DIRECTIONS FOR THIS TASK:
Return, exactly as written, every line from the first line of the data below through the line that contains "What data does the picture".

SUPPLIED RECORDS:
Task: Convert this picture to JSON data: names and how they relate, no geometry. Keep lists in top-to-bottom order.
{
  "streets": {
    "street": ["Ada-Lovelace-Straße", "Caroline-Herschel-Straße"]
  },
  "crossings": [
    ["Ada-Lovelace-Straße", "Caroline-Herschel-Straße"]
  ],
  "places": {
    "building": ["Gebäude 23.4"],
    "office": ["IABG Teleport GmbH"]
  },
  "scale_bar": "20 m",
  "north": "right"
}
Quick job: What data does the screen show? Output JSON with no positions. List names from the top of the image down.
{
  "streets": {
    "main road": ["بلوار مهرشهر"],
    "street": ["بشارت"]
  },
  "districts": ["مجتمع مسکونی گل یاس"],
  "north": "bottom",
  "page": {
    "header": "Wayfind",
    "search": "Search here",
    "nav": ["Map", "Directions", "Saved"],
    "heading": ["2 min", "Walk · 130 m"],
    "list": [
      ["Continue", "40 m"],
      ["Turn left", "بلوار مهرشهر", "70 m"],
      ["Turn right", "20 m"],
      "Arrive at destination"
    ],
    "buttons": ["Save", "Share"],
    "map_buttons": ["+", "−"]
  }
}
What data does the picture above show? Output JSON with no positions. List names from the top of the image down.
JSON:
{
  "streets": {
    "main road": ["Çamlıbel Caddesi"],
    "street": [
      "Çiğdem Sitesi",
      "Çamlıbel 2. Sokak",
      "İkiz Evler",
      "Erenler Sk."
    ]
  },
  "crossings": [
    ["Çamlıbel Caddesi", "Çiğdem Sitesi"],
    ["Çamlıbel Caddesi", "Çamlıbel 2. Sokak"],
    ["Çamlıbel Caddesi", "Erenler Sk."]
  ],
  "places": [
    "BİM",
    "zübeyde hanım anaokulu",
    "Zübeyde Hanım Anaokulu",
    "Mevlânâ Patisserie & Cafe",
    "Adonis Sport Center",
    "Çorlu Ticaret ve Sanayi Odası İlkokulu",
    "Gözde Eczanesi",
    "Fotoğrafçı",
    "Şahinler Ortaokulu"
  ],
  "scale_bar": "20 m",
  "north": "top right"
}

SOLUTION FOR THIS TASK:
Task: Convert this picture to JSON data: names and how they relate, no geometry. Keep lists in top-to-bottom order.
{
  "streets": {
    "street": ["Ada-Lovelace-Straße", "Caroline-Herschel-Straße"]
  },
  "crossings": [
    ["Ada-Lovelace-Straße", "Caroline-Herschel-Straße"]
  ],
  "places": {
    "building": ["Gebäude 23.4"],
    "office": ["IABG Teleport GmbH"]
  },
  "scale_bar": "20 m",
  "north": "right"
}
Quick job: What data does the screen show? Output JSON with no positions. List names from the top of the image down.
{
  "streets": {
    "main road": ["بلوار مهرشهر"],
    "street": ["بشارت"]
  },
  "districts": ["مجتمع مسکونی گل یاس"],
  "north": "bottom",
  "page": {
    "header": "Wayfind",
    "search": "Search here",
    "nav": ["Map", "Directions", "Saved"],
    "heading": ["2 min", "Walk · 130 m"],
    "list": [
      ["Continue", "40 m"],
      ["Turn left", "بلوار مهرشهر", "70 m"],
      ["Turn right", "20 m"],
      "Arrive at destination"
    ],
    "buttons": ["Save", "Share"],
    "map_buttons": ["+", "−"]
  }
}
What data does the picture above show? Output JSON with no positions. List names from the top of the image down.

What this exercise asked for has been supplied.